* DATA TO PROCESS:
○ ○ ○ ○ ○

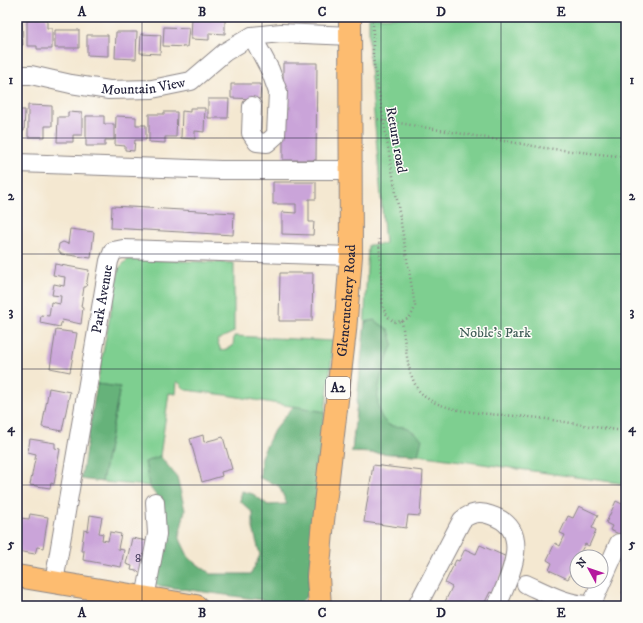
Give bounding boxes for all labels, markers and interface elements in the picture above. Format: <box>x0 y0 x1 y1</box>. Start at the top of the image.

○ ○ ○ ○ ○

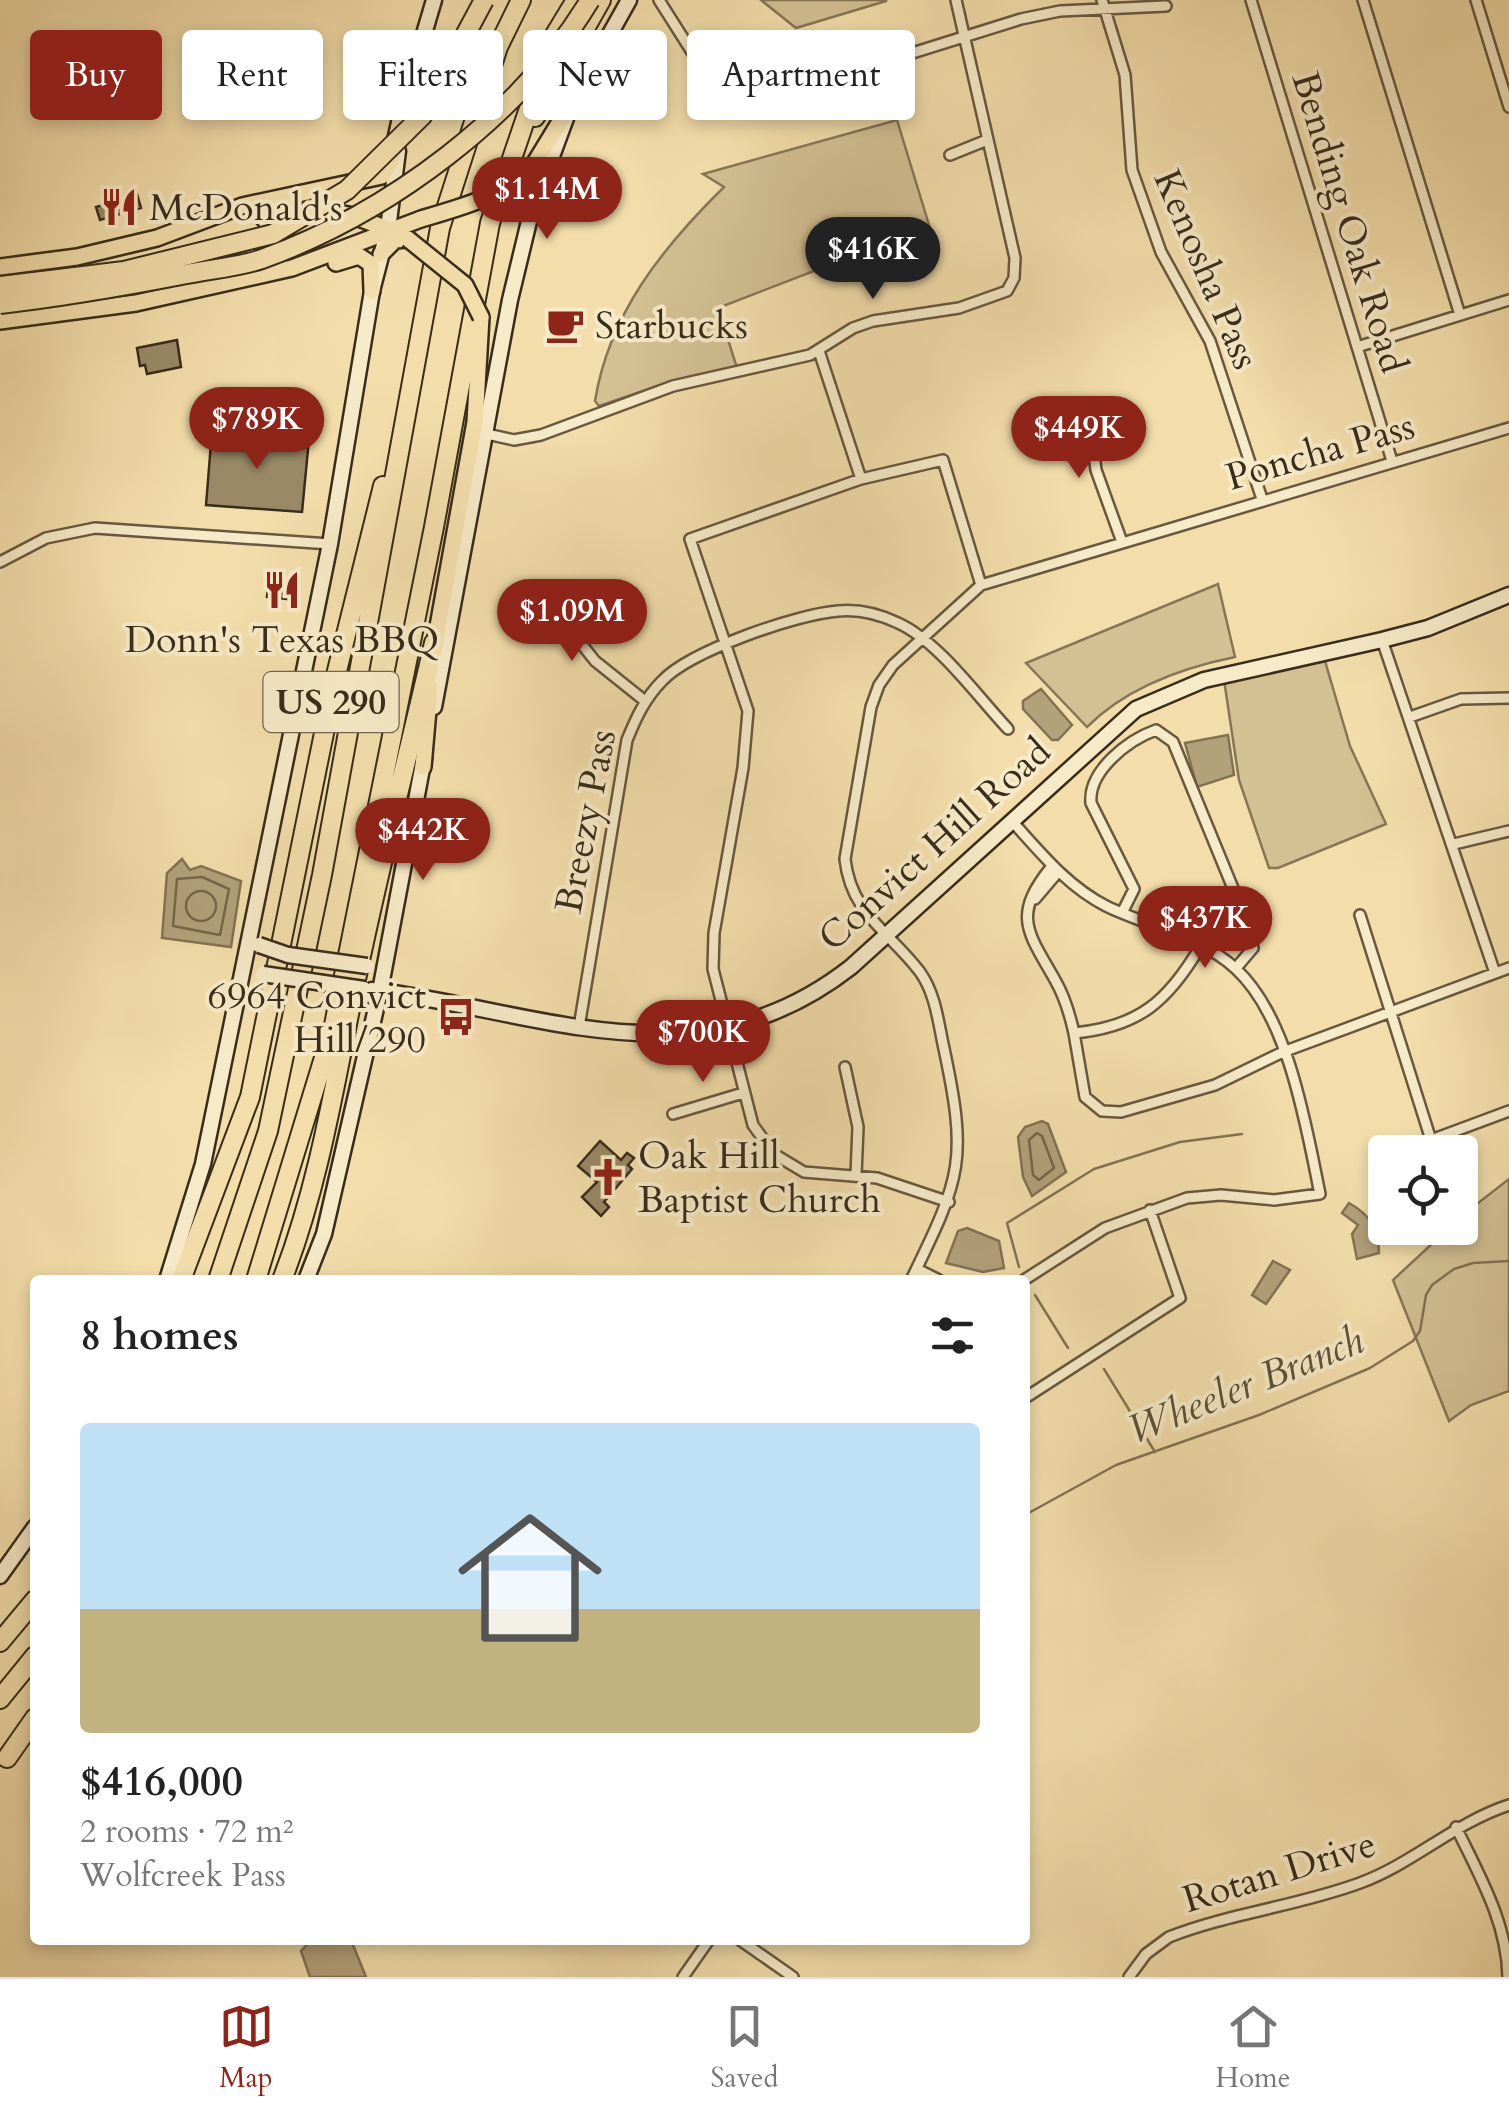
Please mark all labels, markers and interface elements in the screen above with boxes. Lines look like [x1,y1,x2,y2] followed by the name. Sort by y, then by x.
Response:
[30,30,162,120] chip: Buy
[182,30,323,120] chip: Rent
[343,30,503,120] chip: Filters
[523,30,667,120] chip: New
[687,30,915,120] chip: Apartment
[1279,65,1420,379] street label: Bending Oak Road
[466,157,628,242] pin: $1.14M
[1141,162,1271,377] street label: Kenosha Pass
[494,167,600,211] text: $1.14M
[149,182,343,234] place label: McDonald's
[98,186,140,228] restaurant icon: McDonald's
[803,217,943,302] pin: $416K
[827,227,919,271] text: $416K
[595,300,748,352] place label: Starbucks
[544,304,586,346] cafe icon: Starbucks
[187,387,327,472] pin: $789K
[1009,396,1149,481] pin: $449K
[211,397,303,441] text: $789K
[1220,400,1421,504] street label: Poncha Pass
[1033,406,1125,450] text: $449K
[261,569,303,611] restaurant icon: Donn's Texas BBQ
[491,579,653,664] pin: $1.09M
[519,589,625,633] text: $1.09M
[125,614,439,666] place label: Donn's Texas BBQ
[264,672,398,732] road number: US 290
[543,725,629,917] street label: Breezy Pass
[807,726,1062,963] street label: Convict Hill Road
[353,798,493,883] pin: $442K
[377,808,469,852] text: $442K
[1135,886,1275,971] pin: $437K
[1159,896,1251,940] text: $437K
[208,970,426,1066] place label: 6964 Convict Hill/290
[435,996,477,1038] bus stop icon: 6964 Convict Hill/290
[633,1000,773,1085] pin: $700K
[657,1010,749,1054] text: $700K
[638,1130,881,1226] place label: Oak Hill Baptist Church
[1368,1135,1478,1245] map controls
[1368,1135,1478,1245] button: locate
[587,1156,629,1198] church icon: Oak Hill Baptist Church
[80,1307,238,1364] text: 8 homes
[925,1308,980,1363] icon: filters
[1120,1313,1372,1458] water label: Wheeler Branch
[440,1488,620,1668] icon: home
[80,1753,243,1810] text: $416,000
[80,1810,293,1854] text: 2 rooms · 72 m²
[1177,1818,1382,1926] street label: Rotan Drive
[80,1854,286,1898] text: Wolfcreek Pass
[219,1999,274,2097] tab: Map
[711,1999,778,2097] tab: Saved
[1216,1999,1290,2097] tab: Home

○ ○ ○ ○ ○

* AIM OF THE EXERCISE:
Scan the entries above. Copy each line that has the string "markers".

* PROBLEM SOLUTION:
Give bounding boxes for all labels, markers and interface elements in the picture above. Format: <box>x0 y0 x1 y1</box>. Start at the top of the image.
Please mark all labels, markers and interface elements in the screen above with boxes. Lines look like [x1,y1,x2,y2] followed by the name. Sort by y, then by x.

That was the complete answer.